We do not ignore the many circumstances urged in argument for defendant, particularly the silent testimony of the ties and crossing planks. What are said to be the relatively slight scars *Page 335 
left on them were for the jury's weighing. Some of them were indented more deeply than others. Many of the hardwood rail braces were crushed. The extent to which the ballast protected the ties from the flanges of the derailed wheels is a circumstance not to be measured here. That and other like considerations of circumstance must be left where the jury left them.
The law has no exact criteria wherewith to measure the conduct of engineer McGowan — a tried man of much experience — in the emergency disclosed by this case.
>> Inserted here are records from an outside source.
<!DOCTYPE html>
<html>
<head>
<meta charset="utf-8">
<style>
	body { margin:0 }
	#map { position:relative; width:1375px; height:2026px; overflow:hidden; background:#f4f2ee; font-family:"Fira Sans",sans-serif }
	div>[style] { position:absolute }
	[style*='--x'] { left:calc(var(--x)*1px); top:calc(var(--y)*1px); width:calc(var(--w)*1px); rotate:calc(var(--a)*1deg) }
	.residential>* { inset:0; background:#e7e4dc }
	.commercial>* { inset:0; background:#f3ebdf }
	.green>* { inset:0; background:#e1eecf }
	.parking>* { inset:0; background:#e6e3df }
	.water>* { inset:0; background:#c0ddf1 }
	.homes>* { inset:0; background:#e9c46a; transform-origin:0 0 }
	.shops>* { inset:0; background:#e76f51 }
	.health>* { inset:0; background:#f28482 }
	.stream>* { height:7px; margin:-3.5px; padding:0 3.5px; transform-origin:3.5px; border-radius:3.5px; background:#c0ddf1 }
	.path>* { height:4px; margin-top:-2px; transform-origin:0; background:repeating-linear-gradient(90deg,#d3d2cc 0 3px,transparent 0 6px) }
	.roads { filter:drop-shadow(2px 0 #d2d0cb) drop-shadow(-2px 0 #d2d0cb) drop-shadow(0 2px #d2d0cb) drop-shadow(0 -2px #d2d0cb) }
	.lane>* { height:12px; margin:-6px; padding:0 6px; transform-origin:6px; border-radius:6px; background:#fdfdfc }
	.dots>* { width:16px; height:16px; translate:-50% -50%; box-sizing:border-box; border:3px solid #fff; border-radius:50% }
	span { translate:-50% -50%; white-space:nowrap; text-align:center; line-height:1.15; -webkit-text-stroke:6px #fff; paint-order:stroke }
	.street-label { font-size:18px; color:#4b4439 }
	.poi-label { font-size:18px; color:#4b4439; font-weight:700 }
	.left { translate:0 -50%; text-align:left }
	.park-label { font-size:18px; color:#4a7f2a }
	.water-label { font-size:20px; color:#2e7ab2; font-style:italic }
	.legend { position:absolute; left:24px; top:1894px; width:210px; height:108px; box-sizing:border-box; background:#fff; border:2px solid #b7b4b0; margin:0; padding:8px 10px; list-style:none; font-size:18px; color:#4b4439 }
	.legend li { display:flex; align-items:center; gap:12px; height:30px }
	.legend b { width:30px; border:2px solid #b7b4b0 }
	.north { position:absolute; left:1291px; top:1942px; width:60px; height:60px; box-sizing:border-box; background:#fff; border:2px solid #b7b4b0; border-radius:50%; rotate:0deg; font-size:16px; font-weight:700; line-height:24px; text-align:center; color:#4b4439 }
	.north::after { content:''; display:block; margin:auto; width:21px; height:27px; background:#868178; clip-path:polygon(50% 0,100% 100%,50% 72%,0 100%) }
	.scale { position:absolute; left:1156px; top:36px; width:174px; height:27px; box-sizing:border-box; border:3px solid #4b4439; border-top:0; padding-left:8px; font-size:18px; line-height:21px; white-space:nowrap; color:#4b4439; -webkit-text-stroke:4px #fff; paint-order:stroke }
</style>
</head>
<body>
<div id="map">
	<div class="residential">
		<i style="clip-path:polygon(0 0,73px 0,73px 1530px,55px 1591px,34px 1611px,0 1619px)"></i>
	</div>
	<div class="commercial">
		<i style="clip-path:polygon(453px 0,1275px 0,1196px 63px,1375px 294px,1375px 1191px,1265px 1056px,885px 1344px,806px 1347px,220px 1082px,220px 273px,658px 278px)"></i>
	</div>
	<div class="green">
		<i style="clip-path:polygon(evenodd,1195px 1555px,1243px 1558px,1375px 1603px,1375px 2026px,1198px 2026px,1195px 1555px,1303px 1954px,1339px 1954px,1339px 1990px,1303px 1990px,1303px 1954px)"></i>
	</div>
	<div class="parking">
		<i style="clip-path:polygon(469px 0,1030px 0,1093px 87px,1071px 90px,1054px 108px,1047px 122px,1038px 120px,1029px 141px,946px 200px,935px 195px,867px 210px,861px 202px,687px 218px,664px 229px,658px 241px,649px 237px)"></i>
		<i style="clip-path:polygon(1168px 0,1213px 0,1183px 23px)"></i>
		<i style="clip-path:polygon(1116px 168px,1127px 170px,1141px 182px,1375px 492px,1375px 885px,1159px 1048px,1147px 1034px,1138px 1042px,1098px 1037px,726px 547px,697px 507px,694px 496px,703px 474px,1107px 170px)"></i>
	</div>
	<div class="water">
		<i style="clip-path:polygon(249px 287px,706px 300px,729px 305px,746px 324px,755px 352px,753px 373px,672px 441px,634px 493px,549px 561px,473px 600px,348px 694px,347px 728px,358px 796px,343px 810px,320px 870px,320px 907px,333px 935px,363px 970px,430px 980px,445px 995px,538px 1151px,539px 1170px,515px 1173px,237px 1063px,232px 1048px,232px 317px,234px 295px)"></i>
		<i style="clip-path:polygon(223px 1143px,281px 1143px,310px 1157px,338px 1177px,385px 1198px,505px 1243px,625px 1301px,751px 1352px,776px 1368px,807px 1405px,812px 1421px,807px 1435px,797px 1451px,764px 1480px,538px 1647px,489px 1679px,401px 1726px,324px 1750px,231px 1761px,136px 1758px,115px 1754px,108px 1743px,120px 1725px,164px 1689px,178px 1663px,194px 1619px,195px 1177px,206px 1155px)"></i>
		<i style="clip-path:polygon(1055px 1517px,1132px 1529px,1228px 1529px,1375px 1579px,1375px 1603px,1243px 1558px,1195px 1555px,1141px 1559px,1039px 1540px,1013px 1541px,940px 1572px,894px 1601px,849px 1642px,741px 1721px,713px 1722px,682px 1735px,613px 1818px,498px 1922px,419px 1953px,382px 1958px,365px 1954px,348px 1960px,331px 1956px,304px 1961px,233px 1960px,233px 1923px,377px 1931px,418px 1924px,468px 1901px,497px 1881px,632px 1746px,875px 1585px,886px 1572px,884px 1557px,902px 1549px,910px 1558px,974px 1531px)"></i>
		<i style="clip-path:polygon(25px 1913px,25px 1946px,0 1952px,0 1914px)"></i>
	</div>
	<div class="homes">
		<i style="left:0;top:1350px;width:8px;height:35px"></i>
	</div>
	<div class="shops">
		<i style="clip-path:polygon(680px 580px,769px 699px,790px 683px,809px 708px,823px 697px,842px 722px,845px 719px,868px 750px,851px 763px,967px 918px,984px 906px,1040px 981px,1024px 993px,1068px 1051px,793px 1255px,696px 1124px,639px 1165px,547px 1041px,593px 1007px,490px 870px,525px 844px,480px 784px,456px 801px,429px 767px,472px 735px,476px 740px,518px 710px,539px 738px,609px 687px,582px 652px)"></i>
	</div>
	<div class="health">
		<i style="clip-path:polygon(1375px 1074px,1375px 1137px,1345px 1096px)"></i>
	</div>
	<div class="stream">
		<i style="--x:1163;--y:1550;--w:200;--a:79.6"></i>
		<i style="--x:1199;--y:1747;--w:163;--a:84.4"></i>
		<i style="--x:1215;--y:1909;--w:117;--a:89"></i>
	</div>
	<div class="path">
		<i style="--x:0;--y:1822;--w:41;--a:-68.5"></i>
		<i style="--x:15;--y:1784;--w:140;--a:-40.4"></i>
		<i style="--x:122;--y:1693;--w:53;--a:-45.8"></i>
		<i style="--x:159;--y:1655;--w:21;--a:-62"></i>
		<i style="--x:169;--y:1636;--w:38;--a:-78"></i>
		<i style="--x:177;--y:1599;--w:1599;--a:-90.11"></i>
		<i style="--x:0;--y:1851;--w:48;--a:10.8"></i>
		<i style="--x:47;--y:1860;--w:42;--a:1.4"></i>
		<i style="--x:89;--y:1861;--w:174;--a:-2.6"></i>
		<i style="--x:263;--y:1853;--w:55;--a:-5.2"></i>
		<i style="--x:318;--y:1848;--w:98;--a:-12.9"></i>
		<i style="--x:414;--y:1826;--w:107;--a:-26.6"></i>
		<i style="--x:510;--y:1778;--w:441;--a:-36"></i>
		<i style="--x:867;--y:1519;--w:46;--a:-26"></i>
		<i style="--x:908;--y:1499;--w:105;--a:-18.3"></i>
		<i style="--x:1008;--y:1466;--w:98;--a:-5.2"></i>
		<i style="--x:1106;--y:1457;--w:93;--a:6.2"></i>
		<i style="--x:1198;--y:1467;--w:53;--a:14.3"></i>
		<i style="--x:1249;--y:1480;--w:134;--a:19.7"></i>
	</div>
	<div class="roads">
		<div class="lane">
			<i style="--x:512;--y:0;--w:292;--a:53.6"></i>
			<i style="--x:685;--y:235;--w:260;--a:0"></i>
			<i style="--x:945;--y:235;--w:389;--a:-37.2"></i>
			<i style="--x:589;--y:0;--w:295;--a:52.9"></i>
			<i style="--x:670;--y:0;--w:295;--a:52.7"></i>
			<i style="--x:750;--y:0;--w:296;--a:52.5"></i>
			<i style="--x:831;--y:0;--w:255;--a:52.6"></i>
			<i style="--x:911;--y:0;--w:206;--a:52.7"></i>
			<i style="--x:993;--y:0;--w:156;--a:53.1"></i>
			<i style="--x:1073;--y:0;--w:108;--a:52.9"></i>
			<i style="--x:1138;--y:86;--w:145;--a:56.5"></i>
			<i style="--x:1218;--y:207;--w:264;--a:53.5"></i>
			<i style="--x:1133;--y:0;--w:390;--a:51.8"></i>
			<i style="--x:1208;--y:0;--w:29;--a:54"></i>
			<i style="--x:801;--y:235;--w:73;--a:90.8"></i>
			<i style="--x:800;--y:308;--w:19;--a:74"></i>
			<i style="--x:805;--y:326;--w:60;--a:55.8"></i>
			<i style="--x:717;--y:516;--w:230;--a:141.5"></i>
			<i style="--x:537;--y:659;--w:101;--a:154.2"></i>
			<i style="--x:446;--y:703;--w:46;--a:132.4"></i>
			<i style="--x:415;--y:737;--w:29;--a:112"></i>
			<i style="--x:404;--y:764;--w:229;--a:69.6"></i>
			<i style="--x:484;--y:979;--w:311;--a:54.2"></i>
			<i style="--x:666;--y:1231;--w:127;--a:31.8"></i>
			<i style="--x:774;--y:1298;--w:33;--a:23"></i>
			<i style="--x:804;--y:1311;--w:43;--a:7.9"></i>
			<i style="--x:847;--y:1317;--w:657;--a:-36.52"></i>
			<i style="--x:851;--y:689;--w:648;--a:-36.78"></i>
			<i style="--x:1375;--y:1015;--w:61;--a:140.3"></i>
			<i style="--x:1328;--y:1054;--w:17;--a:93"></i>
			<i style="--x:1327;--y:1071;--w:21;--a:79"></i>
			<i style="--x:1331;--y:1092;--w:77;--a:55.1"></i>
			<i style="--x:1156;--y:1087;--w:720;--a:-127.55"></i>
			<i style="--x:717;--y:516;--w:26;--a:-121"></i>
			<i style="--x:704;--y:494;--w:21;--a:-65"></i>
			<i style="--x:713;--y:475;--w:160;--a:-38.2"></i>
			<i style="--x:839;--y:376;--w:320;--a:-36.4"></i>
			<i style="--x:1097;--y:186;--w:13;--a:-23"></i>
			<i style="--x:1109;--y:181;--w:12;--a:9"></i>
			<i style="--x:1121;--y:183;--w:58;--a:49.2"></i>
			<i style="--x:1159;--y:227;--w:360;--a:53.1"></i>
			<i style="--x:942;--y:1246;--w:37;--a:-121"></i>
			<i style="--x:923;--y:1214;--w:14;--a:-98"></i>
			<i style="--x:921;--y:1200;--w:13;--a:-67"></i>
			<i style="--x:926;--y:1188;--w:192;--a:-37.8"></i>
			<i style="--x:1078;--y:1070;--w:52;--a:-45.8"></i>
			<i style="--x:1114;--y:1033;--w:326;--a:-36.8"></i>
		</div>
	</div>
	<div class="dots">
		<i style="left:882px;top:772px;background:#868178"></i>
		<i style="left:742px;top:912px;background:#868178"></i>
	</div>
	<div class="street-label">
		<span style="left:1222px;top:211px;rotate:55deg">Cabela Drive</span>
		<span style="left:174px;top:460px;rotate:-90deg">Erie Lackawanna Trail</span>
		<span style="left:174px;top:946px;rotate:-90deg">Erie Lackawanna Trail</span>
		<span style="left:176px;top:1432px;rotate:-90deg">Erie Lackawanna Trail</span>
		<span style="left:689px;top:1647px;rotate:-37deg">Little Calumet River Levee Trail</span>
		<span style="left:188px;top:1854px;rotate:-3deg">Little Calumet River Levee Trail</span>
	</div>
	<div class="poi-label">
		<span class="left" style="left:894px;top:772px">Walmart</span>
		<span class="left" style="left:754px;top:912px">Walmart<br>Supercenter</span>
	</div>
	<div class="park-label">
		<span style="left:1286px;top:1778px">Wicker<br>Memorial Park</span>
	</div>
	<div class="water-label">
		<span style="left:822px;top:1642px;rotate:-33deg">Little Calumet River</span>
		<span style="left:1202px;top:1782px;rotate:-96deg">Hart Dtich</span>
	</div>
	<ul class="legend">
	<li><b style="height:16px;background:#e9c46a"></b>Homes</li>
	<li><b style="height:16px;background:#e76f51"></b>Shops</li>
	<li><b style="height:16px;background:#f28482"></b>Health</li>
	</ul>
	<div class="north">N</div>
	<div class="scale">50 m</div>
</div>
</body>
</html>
On such an issue the law invokes the standard set by the behavior of ordinarily prudent men in the same or similar circumstances. That standard must be applied in the first instance by the trier of fact, in this case the jury. It is a matter of common knowledge that one constantly intimate with a running machine, particularly if he be the operator and charged with the responsibility for its correct functioning, develops an acute sensitiveness to sounds or movements symptomatic of abnormal functioning. To such a person a change of the machine's rhythm or in its vibration or lack of it, so slight as to be unnoticed by a stranger, may and frequently does signify serious malfunctioning and occasionally imminent and great danger. Of such elements is made the general experience of jurors, to which the law perforce appeals. Their judgment prevails if there is in the evidence a reasonable basis for it. They judge not only of the credibility of testimony, but also of the inferences to be drawn from established facts. Wherever the evidence furnishes a reasonable basis for the inferences so drawn and essential to sustain a verdict, it must stand. This, we conclude, is such a case.